*** Block opens ***
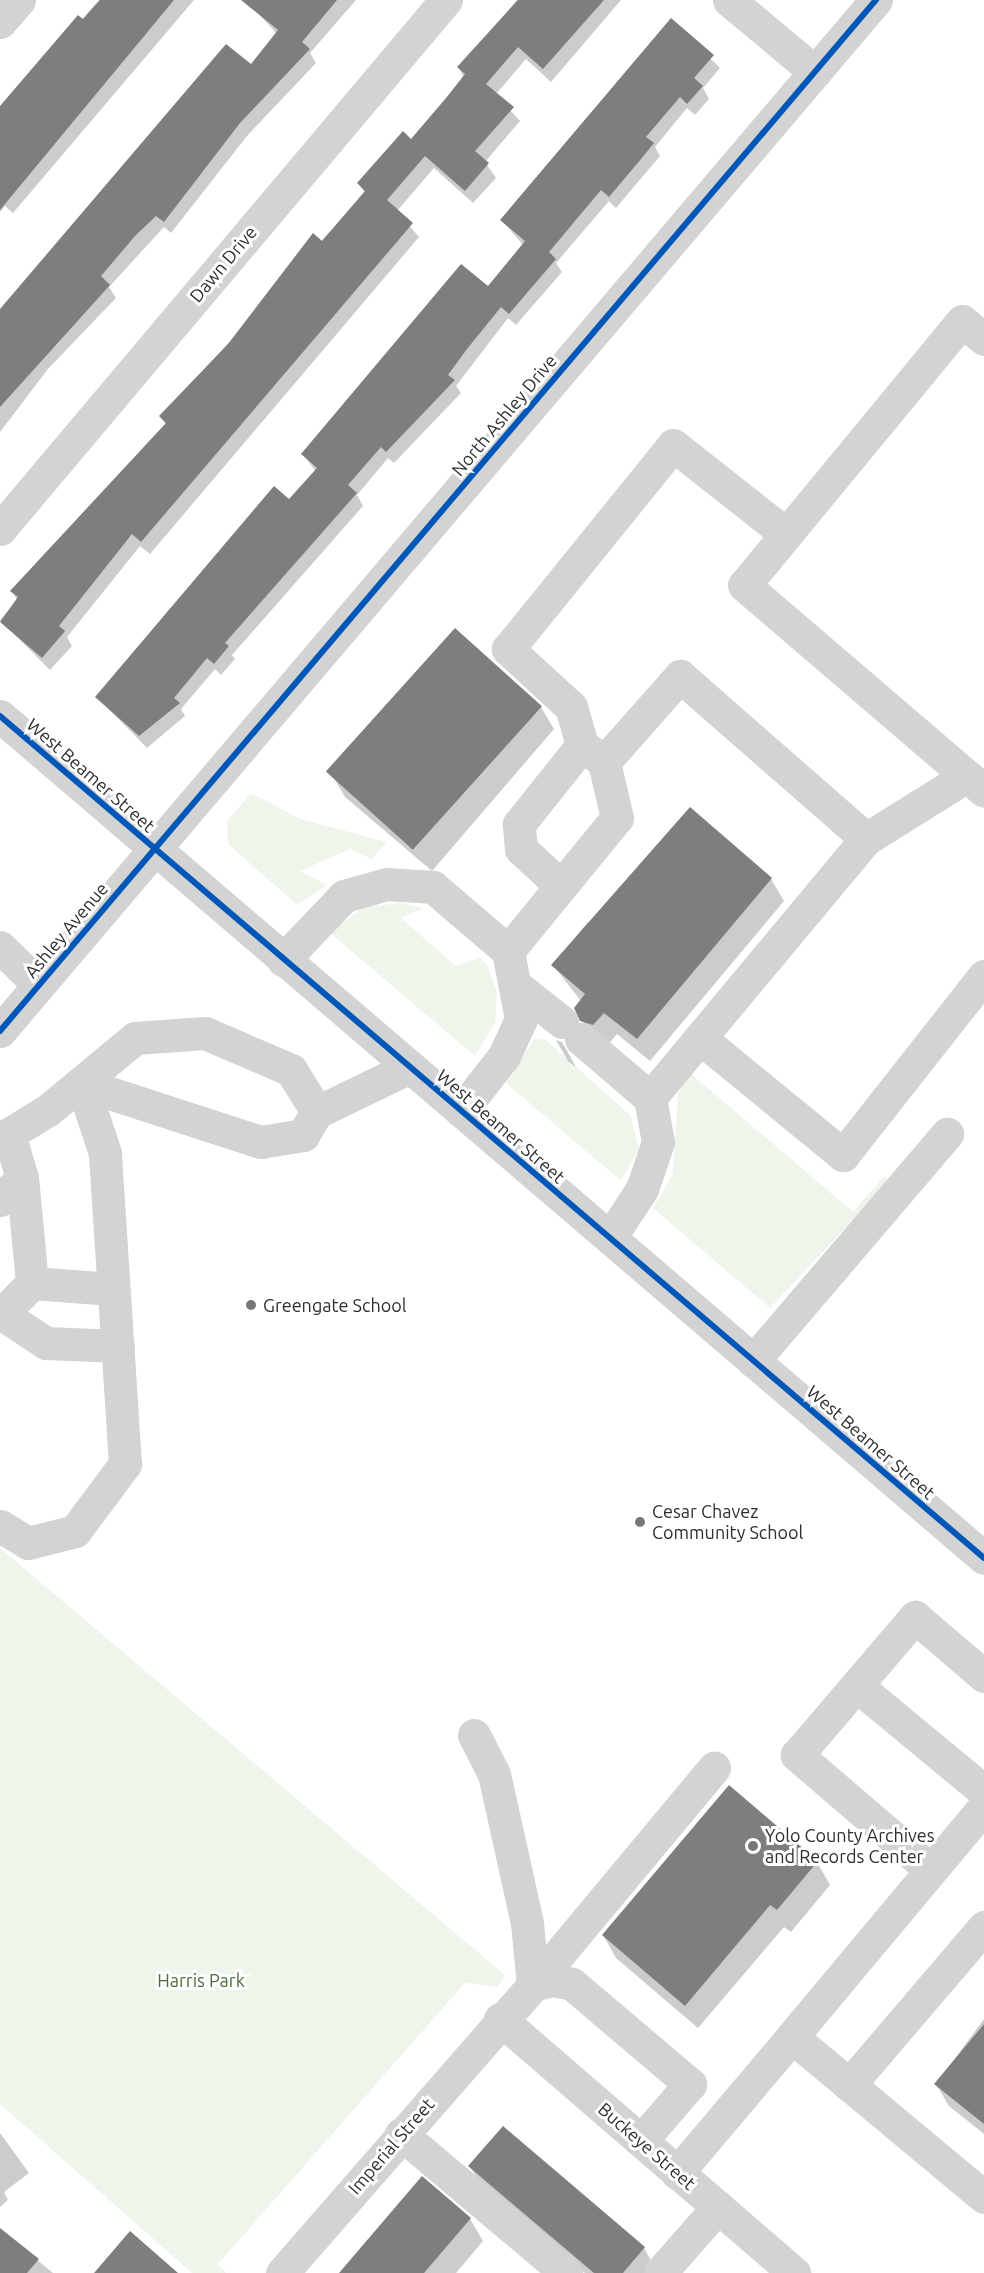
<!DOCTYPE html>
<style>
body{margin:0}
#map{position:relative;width:984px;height:2273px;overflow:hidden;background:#fff;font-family:Ubuntu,sans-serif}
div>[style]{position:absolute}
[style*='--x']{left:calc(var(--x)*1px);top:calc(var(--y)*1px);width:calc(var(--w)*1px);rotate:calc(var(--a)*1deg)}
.green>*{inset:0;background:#f0f5ec}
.shadow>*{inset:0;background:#0003}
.building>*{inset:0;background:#7e7e7e;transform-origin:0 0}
.minor>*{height:33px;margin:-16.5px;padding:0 16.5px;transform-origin:16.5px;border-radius:16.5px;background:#d3d3d3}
.cycleway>*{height:6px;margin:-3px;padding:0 3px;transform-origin:3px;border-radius:3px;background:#0057b8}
.dots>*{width:16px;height:16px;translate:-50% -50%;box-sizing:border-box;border:3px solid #fff;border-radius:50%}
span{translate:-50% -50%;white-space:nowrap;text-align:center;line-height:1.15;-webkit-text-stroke:6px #fff;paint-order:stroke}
.street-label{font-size:18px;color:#2e2e2e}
.poi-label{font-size:18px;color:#2e2e2e}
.left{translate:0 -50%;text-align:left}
.park-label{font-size:18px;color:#4e6b3b}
</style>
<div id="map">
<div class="green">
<i style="clip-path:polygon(251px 793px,300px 819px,387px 842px,372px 859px,350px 849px,300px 871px,327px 885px,297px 905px,228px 844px,227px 821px)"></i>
<i style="clip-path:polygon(401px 903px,424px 908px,401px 918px,456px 966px,481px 958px,488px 967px,497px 993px,495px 1023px,475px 1056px,330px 933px,364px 907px)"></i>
<i style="clip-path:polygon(535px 1038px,546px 1040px,631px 1116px,639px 1149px,621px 1181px,506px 1083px)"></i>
<i style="clip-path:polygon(689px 1072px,853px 1212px,884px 1176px,889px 1181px,770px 1308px,653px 1208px,673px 1174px,678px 1094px)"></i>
<i style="clip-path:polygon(0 1548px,506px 1976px,497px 1987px,465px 1983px,218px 2264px,226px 2273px,192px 2273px,0 2104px)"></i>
</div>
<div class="shadow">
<i style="clip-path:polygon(99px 0,194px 0,13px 213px,5px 206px,0 212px,0 113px)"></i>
<i style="clip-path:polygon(264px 0,356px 0,310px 53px,316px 63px,247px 136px,171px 233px,164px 227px,109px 287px,116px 298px,48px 369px,0 432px,0 311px,251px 67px,277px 34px,255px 10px)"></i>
<i style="clip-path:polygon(517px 0,621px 0,551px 82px,526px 59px,496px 94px,520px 121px,485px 162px,496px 178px,473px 203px,434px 168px,397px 211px,419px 237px,150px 554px,140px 546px,67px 637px,72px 646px,50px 670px,0 620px,17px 600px,12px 591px,166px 425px,161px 417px,365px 193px,359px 184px,411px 141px,464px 78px,459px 68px)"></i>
<i style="clip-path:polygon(672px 21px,720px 68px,703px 88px,709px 99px,695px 115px,687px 108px,655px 147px,660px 156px,616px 208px,609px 201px,556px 263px,562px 272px,516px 325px,508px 318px,456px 386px,461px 393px,394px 463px,388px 458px,357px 495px,363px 506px,232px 655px,235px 659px,221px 675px,215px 669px,181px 709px,185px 716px,147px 748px,97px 697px,316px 472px,303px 454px,489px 288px,523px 245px,502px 220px)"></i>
<i style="clip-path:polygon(541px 707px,554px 729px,432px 871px,345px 797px,332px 775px)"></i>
<i style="clip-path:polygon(771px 879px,784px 901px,650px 1061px,617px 1034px,606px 1047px,595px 1043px,582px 1020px,581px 1001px,553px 965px,588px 922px,592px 926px)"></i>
<i style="clip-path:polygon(556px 1040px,562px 1042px,576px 1067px,568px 1061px)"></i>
<i style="clip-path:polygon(817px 1862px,830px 1885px,791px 1932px,784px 1927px,698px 2028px,616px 1958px,603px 1935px)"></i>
<i style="clip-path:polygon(984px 2019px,984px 2134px,949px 2106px,936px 2084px)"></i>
<i style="clip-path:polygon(0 2133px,29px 2173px,4px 2192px,8px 2200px,0 2207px)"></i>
<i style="clip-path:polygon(470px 2166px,644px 2248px,654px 2266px,647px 2273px,585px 2273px,480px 2184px)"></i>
<i style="clip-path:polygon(422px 2178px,470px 2219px,483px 2241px,456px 2273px,341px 2273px)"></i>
<i style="clip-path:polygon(0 2229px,53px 2273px,0 2273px)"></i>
</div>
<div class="building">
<i style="clip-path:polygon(100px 0,174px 0,0 210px,0 106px,78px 15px,83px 19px)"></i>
<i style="clip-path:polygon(241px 0,337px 0,302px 42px,310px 49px,240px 123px,164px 222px,156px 216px,135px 236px,101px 276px,110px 285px,0 407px,0 309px,226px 44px,251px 64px,278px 30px)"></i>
<i style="clip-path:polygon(518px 0,604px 0,543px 69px,518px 47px,486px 84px,514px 107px,475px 151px,489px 163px,465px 191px,425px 156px,387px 200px,413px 223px,141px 542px,132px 534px,59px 626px,65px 631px,42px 658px,0 622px,18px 597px,10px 591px,166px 423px,159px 416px,228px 344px,313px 233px,322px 241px,365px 191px,357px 183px,403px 131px,411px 139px,446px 98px,465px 74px,457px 67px)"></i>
<i style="clip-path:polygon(671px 18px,714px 55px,694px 78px,703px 86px,687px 104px,680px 97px,646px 137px,654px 143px,641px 159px,609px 197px,601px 190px,549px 252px,556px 259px,509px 314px,501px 307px,467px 349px,448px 375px,455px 380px,386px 452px,381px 447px,348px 485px,357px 493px,225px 643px,229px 646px,214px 664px,207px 658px,174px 698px,180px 703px,139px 736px,95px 697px,274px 486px,289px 499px,317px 468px,301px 454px,461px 264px,488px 286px,525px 241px,500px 220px)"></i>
<i style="left:455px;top:628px;width:117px;height:193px;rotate:42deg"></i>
<i style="clip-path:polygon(690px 807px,772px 878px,637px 1039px,604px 1013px,593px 1025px,580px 1021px,574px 1008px,585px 994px,551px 965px)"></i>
<i style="clip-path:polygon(729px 1785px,818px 1861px,777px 1910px,770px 1905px,685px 2006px,602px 1935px)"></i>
<i style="clip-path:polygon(984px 2024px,984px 2124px,934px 2084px)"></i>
<i style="clip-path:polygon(503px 2126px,645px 2247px,623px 2273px,594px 2273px,468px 2166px)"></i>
<i style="clip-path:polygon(422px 2176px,471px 2218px,424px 2273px,339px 2273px)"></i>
<i style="clip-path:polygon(0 2228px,39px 2259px,27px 2273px,0 2273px)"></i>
<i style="clip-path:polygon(130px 2231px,178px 2273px,94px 2273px)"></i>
</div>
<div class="minor">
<i style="--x:729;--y:0;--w:112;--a:39.9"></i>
<i style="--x:0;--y:22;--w:29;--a:-49"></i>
<i style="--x:984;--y:339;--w:28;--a:-141"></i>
<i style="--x:962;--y:321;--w:342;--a:129.5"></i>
<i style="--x:744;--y:585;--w:316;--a:40.6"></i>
<i style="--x:0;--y:529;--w:692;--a:-49.87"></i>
<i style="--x:0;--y:716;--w:1295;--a:40.55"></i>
<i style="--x:582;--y:745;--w:40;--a:-106"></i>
<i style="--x:571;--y:707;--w:86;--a:-137.4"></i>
<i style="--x:508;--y:649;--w:262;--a:-51"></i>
<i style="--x:673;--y:445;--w:142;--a:38.2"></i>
<i style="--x:561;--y:886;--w:54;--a:-137.2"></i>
<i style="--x:521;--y:849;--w:25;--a:-95"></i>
<i style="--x:519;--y:824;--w:101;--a:-51.4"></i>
<i style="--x:582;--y:745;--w:21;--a:37"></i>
<i style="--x:0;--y:947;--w:54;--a:44.3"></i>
<i style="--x:283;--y:960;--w:88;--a:-46.4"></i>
<i style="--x:344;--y:896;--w:45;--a:-15.6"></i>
<i style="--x:387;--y:884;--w:46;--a:3.7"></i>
<i style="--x:433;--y:887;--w:99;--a:40.5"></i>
<i style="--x:515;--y:985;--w:60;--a:38.2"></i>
<i style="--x:0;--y:1031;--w:1353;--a:-49.65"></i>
<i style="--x:700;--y:1038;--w:185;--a:39.3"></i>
<i style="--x:843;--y:1155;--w:228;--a:-51.8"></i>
<i style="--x:581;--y:1039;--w:91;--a:40.5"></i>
<i style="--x:461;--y:1111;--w:70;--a:-52"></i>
<i style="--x:504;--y:1056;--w:41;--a:-65.3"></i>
<i style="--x:521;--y:1019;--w:69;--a:-100.8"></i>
<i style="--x:508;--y:951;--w:172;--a:-50.7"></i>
<i style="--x:617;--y:818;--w:57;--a:-103.1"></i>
<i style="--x:604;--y:762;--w:115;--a:-48.5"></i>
<i style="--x:680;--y:676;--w:247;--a:41.2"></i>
<i style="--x:0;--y:1200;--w:31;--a:-45"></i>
<i style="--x:22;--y:1178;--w:46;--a:-106.5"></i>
<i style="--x:9;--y:1134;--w:46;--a:-31.6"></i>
<i style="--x:48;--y:1110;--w:113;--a:-39.6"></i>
<i style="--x:135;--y:1038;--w:70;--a:-4.1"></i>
<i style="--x:205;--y:1033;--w:94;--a:23.3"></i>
<i style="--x:291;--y:1070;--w:49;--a:58.2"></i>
<i style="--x:610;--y:1238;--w:59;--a:-56.9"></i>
<i style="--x:642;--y:1189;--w:50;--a:-71.2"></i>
<i style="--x:658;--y:1142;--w:45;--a:-100.3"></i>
<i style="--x:650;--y:1098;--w:337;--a:-50.2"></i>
<i style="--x:866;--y:839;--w:119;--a:-32"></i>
<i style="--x:32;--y:1283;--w:81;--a:4.2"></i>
<i style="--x:2;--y:1314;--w:53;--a:33.4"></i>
<i style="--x:46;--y:1343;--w:72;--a:2.4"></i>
<i style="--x:0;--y:1316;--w:46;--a:-45.9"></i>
<i style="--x:32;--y:1283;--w:105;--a:-95.4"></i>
<i style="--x:753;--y:1361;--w:299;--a:-49.5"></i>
<i style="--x:0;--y:1526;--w:33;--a:31"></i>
<i style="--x:28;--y:1543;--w:49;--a:-14.3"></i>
<i style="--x:75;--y:1531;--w:84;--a:-53.3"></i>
<i style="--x:125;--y:1464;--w:312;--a:-93.7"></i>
<i style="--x:105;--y:1153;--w:73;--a:-108.4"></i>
<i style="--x:82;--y:1084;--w:188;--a:18"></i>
<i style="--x:261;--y:1142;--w:43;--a:-9.5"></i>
<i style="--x:303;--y:1135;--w:27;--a:-59"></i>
<i style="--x:317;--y:1112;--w:103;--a:-25.8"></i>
<i style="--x:857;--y:1686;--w:165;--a:39.6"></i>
<i style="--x:474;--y:1735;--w:44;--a:62.9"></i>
<i style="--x:494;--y:1774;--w:153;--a:77.5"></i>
<i style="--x:527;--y:1923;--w:62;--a:84.5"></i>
<i style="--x:984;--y:1807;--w:300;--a:129.9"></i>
<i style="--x:792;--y:2037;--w:250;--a:39.8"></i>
<i style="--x:931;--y:1870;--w:177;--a:-139.4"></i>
<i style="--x:797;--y:1755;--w:182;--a:-49.5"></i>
<i style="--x:915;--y:1617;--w:91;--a:40.5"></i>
<i style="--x:533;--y:1985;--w:283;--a:-50.2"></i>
<i style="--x:500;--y:2019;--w:389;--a:40.8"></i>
<i style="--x:849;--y:2085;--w:208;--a:-49.5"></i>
<i style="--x:401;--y:2134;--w:216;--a:40.1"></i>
<i style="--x:677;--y:2173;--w:178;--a:-49.8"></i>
<i style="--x:282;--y:2273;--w:382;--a:-48.9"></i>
<i style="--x:533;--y:1985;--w:20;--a:-15"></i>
<i style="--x:552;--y:1980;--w:20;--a:11"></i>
<i style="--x:572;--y:1984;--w:155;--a:40.3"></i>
<i style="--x:690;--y:2084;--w:75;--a:130.7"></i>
<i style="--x:660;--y:2273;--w:88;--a:-48.7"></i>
</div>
<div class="cycleway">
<i style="--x:0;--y:716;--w:1295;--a:40.55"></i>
<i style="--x:0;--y:1031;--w:1353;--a:-49.65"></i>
</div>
<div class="dots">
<i style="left:251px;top:1305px;background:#777"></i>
<i style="left:640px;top:1522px;background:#777"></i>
<i style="left:753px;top:1846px;background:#777"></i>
</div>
<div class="street-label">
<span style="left:223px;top:264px;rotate:-50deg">Dawn Drive</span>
<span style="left:504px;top:415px;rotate:-50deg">North Ashley Drive</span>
<span style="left:91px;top:775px;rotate:41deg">West Beamer Street</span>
<span style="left:66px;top:930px;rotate:-50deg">Ashley Avenue</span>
<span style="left:501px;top:1126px;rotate:41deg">West Beamer Street</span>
<span style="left:871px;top:1442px;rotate:41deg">West Beamer Street</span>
<span style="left:391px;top:2146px;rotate:-49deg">Imperial Street</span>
<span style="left:647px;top:2146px;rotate:41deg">Buckeye Street</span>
</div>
<div class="poi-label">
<span class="left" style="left:263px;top:1305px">Greengate School</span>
<span class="left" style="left:652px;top:1522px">Cesar Chavez<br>Community School</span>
<span class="left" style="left:765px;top:1846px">Yolo County Archives<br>and Records Center</span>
</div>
<div class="park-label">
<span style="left:201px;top:1980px">Harris Park</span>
</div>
</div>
*** Block closes ***
#### WHAT TO DO:
Say how many lines of the entries above include the word "position", giving the number alone.

#### SOLUTION TO THE PROBLEM:
2